▶ _WORK INSTRUCTION_
Going through the records that follow, please count the lines with "canvas" in them and give only the count.

▶ _DATA LISTING_

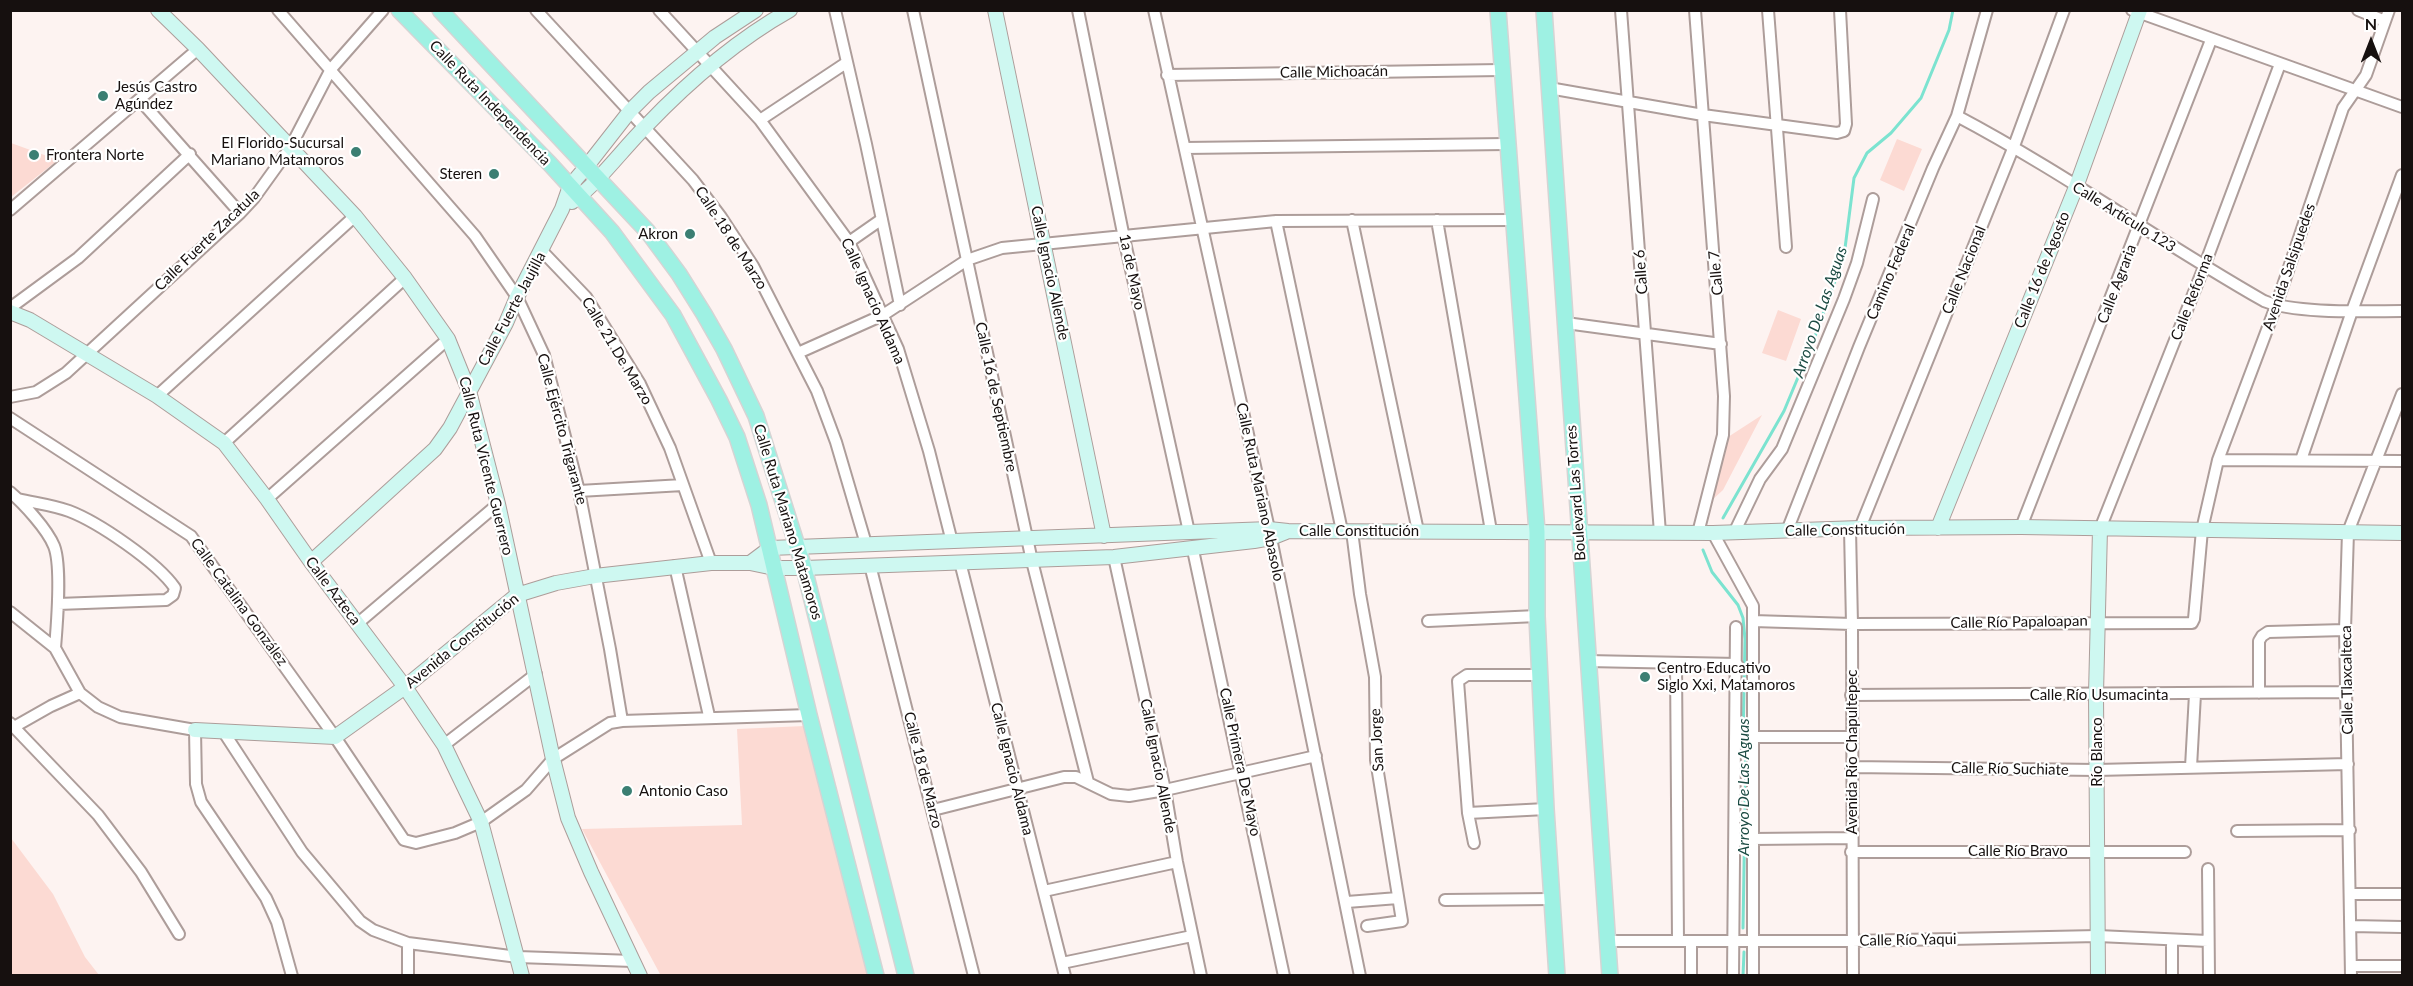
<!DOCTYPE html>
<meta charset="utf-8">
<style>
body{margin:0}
#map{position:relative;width:2413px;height:986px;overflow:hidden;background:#fdf3f1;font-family:Lato,sans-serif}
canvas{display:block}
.frame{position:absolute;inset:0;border:12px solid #16100f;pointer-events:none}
.north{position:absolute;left:2341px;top:12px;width:60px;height:60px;-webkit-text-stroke:4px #fff;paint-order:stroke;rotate:0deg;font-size:16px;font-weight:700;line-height:24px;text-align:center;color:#16100f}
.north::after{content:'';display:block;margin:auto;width:21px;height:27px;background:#16100f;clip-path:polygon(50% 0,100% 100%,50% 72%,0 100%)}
</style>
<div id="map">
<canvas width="2413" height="986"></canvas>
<div class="frame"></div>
<div class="north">N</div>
</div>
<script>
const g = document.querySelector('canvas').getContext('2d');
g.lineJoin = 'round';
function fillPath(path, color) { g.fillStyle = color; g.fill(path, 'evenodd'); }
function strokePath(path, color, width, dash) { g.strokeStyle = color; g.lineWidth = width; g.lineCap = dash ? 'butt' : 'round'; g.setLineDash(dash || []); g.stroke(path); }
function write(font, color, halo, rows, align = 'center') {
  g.font = font + ' Lato,sans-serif'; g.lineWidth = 4.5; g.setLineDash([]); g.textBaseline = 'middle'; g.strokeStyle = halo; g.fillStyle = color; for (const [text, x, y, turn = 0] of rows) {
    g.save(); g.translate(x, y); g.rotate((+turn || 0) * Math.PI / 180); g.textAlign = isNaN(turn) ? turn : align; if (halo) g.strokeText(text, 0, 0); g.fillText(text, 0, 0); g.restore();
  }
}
const green = new Path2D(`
 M1897,139l25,10 -18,42 -24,-11z
 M11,143l47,17 -47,37 -1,-54z
 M1778,310l23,9 -15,42 -24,-8z
 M1762,415l-39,75 -12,11 17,-64z
 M805,726l65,249 -205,1 -5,-2 -78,-145 160,-4 -5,-96z
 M11,838l42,56 32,63 14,18h-88z`);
const stream = new Path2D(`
 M1723,518l61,-107 30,-72 30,-83 10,-78 13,-25 24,-20 30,-35 28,-68 4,-20
 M1703,550l9,22 26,33 5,13 2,21 -2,101 3,9 -3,179
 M1743,976l1,-24`);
const street = new Path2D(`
 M278,10l197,226 42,61 27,58 35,136 31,158 12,72
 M536,10l157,170 28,37 32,49 64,125 19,51 30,102
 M659,10l101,110 89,122 49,107 31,102 23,91
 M835,10l31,134 34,161
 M913,10l119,551 56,221
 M1078,10l46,228 65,294
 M1154,10l117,528 89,438
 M1621,10l39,523
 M1695,10l29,386 -1,39 -25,98
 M1768,10l18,237
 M2132,10l270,97
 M2358,10l27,11
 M1167,75l334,-5
 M1549,88l154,27 134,18 7,-2 2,-7 -6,-114
 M140,100l100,113
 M1957,116c106,56 203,126 307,185 32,13 102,10 138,10
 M760,120l86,-57
 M1185,148l321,-4
 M10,210l188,-161
 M1352,220l66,311
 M1437,220l54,311
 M1276,221l66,310
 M849,242l33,-23
 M542,251l44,46 54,87 30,64 41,115
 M10,308l68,-50 112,-104
 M1566,323l155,21
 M798,353l85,-38 84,-55 35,-12 274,-27 237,-1
 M157,396l198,-180
 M10,397l26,-5 30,-19 174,-160 14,-15 36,-50 41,-79 52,-59
 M10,418l181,118 144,201 69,103 12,3 39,-10 26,-11 45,-32 27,-31 57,-36 12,-2 187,-6
 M224,443l181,-165
 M2218,460l184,1
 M2301,460l51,-149 50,-136
 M579,491l104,-6
 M10,492c14,12 37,37 44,54 8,20 3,78 1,102
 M18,499c17,4 35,6 51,12 29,11 88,51 106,77l-2,7 -7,5 -108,4
 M267,499l181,-160
 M2021,527l190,-487
 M1860,528l154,-382 50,-136
 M1850,529l2,95 1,352
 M2100,529l104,-262 76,-203
 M1352,531l8,63 15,83 1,83 26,161 -35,5
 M1787,531l72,-184 74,-179 24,-52 30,-106
 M1713,533l40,73v370
 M1734,533l26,-54 22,-30 62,-150 13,-36 16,-64
 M1193,550l91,426
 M1114,557l51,233 12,72 24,114
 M960,562l105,414
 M870,565l104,411
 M675,566l34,150
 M10,612l45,36 25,45 18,14 22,10 75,13 1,54 5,18 65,96 11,24 15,54
 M1428,621l109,-5
 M1753,621l99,3 340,-1 2,-4 8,-89 16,-70 58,-154 67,-198 23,-33 23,-65
 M357,624l141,-120
 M1587,661l150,3
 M1676,663l2,278
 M2259,693v-52l3,-5 6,-4 77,-2
 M1851,695l496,-3
 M10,723l88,92 43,57 38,62
 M14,727l37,-21 29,-13
 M223,731l79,121 58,69 13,9 35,13 110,14 115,4
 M1752,737h99
 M444,745l92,-71
 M1851,767l246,3 251,-6
 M2191,767l4,-73
 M933,810l131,-33h12l35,17 18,2 36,-6 151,-34
 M1468,813l78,-4
 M2237,831l113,-1
 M1752,839l100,-1
 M1474,843l-6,-30 -10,-132 9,-6h73
 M1851,852h334
 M2208,869l1,107
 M1044,891l133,-29
 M2351,894h51
 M1445,900l107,-1
 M1347,902l51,-4
 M2351,926l51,1
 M1608,941h244l246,-5 110,5
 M1691,941v35
 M2172,941v35
 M408,943v33
 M1062,963l130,-27
 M2351,966h51
 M1733,976l3,-349
 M2351,976l-6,-346 3,-98 54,-138`);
const secondary = new Path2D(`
 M158,10l40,39 157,167 50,62 43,61 21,52 29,113 55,255 15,59 23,54 49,104
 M995,10l109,526
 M572,202c28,-21 49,-51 74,-76 43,-45 89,-85 144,-116
 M10,312l20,8 127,76 67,47 43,56 44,63 94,125 39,58 37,77 41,154
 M1938,528l138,-341 64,-177
 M311,562l124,-113 15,-21 56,-105 11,-26 45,-88 8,-23 17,-20 43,-55 19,-19 66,-55 41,-27
 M750,563l20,-15 499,-19 19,2 425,2 147,-5 161,-1 381,6
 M195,730l140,7 70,-50 112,-92 39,-12 39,-7 116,-13h39l24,5h30l310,-11 140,-16 17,-3 15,-6
 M2098,976l-2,-282 4,-165`);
const primary = new Path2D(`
 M399,10l151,154 62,68 61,83 46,85 18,37 22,68 50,210 67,261
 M440,10l208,222 31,42 25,40 20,35 32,67 48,152 102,408
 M1498,10l39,522v84l9,193 11,167
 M1544,10l66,966`);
const markers = [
 [103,96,6,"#3b7f73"],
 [356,152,6,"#3b7f73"],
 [34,155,6,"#3b7f73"],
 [494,174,6,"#3b7f73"],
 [690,234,6,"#3b7f73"],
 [1645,677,6,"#3b7f73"],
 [627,791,6,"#3b7f73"]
];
const streetNames = [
 ["Calle Michoacán",1334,72,-1],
 ["Calle Ruta Independencia",490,103,46],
 ["Calle Artículo 123",2124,217,32],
 ["Calle 18 de Marzo",731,238,57],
 ["Calle Fuerte Zacatula",207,240,-44],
 ["Avenida Salsipuedes",2289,267,-71],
 ["Calle Nacional",1964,270,-68],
 ["Calle 16 de Agosto",2042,270,-68],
 ["1a de Mayo",1132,272,78],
 ["Calle 6",1641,272,-94],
 ["Camino Federal",1891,272,-67],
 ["Calle Ignacio Allende",1050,273,78],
 ["Calle 7",1716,273,-95],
 ["Calle Agraria",2117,284,-69],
 ["Calle Reforma",2192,297,-69],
 ["Calle Ignacio Aldama",873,301,66],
 ["Calle Fuerte Jaujilla",512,309,-62],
 ["Calle 21 De Marzo",617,351,59],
 ["Calle 16 de Septiembre",996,397,78],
 ["Calle Ejército Trigarante",562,429,75],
 ["Calle Ruta Vicente Guerrero",486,466,76],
 ["Calle Ruta Mariano Abasolo",1260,492,78],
 ["Boulevard Las Torres",1576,493,-94],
 ["Calle Ruta Mariano Matamoros",788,522,73],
 ["Calle Constitución",1845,530,-1],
 ["Calle Constitución",1359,531],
 ["Calle Azteca",333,591,53],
 ["Calle Catalina González",239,602,54],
 ["Calle Río Papaloapan",2019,622,-1],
 ["Avenida Constitución",462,641,-39],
 ["Calle Tlaxcalteca",2347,680,-91],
 ["Calle Río Usumacinta",2099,695],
 ["San Jorge",1377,740,-93],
 ["Avenida Río Chapultepec",1852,752,-90],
 ["Río Blanco",2097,752,-90],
 ["Calle Primera De Mayo",1240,762,78],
 ["Calle Ignacio Allende",1158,766,79],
 ["Calle Ignacio Aldama",1012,769,76],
 ["Calle Río Suchiate",2010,769,1],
 ["Calle 18 de Marzo",923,770,76],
 ["Calle Río Bravo",2018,851],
 ["Calle Río Yaqui",1908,940,-1]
];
const poiNames = [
 ["Jesús Castro",115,87],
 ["Agúndez",115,104],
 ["El Florido-Sucursal",344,143,"right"],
 ["Mariano Matamoros",344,160,"right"],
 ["Frontera Norte",46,155],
 ["Steren",482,174,"right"],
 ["Akron",678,234,"right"],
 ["Centro Educativo",1657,668],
 ["Siglo Xxi, Matamoros",1657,685],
 ["Antonio Caso",639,791]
];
const waterNames = [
 ["Arroyo De Las Aguas",1820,312,-71],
 ["Arroyo De Las Aguas",1744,787,-90]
];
fillPath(green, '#fcdad3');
strokePath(stream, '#7ce3d0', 3);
strokePath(street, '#ad9d9a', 14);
strokePath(secondary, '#ad9d9a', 16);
strokePath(primary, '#d5d4d4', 18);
strokePath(street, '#fff', 10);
strokePath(secondary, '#cef8f1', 14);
strokePath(primary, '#9ef1e3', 15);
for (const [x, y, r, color] of markers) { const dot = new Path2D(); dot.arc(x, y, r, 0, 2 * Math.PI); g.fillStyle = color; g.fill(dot); strokePath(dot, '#fff', 2); }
write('15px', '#16100f', '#fff', streetNames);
write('15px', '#16100f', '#fff', poiNames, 'left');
write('italic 16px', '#1c4b43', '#fff', waterNames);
</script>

▶ _EXERCISE OUTPUT_
3